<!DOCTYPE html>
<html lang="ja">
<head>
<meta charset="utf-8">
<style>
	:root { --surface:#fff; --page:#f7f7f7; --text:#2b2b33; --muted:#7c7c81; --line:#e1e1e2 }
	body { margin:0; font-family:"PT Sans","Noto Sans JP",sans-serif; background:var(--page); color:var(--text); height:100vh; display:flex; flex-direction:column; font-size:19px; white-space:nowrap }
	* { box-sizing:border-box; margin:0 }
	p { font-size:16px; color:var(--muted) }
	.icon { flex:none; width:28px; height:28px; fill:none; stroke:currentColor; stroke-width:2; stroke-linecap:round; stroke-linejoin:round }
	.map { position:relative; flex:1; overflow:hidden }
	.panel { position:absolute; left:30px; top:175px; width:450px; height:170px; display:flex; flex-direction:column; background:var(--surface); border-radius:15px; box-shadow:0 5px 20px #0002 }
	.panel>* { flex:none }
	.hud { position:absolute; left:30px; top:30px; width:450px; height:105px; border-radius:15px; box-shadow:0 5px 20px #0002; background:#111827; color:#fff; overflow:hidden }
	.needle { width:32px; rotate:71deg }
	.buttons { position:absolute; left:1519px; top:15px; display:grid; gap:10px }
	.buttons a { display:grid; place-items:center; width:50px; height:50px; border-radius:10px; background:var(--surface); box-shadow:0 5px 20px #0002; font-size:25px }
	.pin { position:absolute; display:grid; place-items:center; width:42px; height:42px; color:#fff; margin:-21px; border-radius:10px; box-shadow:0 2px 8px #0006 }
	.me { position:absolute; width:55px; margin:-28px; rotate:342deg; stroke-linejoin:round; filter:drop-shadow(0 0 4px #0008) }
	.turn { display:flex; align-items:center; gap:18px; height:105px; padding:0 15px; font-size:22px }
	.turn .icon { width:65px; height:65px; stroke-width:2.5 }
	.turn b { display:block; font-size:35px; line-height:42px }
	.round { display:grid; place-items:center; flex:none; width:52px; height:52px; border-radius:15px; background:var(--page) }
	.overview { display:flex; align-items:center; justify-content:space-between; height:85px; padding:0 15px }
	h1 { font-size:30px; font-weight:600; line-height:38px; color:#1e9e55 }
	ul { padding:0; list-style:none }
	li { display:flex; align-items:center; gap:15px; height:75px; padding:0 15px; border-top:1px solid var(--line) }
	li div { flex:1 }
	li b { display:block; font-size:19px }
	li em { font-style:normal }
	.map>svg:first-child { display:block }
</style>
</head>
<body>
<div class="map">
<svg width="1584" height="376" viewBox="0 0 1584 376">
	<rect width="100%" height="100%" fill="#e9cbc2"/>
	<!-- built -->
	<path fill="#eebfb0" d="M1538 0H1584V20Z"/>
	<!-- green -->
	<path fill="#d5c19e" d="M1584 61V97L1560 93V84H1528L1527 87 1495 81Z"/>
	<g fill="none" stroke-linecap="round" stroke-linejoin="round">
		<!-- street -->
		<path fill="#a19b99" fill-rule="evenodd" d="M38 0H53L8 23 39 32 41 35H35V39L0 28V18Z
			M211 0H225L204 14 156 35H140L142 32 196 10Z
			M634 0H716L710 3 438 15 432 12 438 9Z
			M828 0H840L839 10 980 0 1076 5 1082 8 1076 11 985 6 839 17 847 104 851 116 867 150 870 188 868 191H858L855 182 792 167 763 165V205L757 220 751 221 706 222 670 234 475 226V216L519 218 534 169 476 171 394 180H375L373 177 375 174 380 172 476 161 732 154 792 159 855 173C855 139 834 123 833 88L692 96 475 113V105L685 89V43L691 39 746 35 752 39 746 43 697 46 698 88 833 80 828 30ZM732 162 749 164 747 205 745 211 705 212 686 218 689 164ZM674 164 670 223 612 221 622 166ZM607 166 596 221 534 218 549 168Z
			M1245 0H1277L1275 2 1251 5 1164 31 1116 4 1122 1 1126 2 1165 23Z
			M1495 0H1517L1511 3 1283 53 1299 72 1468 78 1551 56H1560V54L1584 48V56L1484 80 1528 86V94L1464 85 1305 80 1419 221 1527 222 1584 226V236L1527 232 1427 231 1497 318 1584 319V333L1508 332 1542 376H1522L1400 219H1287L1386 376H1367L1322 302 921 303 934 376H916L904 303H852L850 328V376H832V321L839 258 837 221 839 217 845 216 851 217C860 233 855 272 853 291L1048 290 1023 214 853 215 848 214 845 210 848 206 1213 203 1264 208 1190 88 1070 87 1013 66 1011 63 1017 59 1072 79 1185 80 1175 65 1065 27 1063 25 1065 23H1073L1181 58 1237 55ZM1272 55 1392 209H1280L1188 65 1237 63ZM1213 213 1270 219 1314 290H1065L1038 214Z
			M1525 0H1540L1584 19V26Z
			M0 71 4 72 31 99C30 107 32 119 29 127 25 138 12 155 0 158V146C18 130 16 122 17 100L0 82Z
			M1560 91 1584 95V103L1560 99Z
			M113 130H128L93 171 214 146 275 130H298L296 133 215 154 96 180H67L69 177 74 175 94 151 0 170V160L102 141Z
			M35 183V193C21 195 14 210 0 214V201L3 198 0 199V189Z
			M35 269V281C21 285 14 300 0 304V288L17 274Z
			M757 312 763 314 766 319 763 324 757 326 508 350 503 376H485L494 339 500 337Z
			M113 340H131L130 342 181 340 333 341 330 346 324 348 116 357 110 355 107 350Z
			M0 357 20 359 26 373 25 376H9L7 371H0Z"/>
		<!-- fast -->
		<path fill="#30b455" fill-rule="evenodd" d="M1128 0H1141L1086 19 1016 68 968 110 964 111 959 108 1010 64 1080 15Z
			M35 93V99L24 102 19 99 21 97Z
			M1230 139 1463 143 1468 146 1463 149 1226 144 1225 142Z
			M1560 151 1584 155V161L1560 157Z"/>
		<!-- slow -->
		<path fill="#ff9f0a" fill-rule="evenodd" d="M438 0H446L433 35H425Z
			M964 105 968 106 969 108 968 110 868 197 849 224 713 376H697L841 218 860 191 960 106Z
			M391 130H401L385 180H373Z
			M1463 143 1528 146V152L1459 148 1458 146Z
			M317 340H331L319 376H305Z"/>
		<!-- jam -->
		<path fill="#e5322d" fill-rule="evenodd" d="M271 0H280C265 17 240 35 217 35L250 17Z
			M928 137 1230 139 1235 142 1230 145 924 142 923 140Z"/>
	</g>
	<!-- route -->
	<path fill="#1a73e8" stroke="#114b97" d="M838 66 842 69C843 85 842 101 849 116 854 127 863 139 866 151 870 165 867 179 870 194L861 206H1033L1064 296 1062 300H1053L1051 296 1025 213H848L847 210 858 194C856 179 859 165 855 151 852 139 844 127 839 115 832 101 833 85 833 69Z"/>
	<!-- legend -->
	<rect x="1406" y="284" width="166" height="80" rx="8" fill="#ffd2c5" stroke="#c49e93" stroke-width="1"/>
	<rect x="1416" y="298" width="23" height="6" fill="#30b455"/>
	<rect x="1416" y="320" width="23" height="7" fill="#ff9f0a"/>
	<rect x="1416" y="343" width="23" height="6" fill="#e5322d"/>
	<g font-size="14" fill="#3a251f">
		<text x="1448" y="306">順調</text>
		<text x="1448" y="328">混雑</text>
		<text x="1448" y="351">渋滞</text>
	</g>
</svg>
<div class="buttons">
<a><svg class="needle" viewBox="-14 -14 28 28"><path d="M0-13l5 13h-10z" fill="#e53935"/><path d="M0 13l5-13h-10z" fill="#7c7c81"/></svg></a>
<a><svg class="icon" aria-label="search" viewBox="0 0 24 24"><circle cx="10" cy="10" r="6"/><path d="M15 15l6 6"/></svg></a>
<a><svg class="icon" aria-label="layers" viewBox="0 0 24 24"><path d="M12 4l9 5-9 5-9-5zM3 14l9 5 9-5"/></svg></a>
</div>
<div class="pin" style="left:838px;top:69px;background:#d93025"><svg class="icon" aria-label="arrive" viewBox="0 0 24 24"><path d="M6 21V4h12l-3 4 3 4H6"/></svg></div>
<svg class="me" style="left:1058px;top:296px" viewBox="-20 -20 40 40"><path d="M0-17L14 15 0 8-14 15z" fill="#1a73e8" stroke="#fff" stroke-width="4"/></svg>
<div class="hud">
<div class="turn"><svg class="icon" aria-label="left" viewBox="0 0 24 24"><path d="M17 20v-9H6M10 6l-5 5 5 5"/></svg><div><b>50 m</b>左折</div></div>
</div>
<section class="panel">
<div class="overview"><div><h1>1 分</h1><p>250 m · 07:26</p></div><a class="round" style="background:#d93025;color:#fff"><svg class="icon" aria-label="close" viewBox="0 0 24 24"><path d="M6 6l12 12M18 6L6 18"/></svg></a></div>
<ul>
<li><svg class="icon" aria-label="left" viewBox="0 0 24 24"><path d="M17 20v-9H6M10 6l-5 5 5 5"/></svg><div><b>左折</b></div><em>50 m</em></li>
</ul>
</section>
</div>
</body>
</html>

------------------------

Exercise brief:
Your answer should consist of the count of lines in the listing that hold the word "margin", with nothing else.

Reply:
4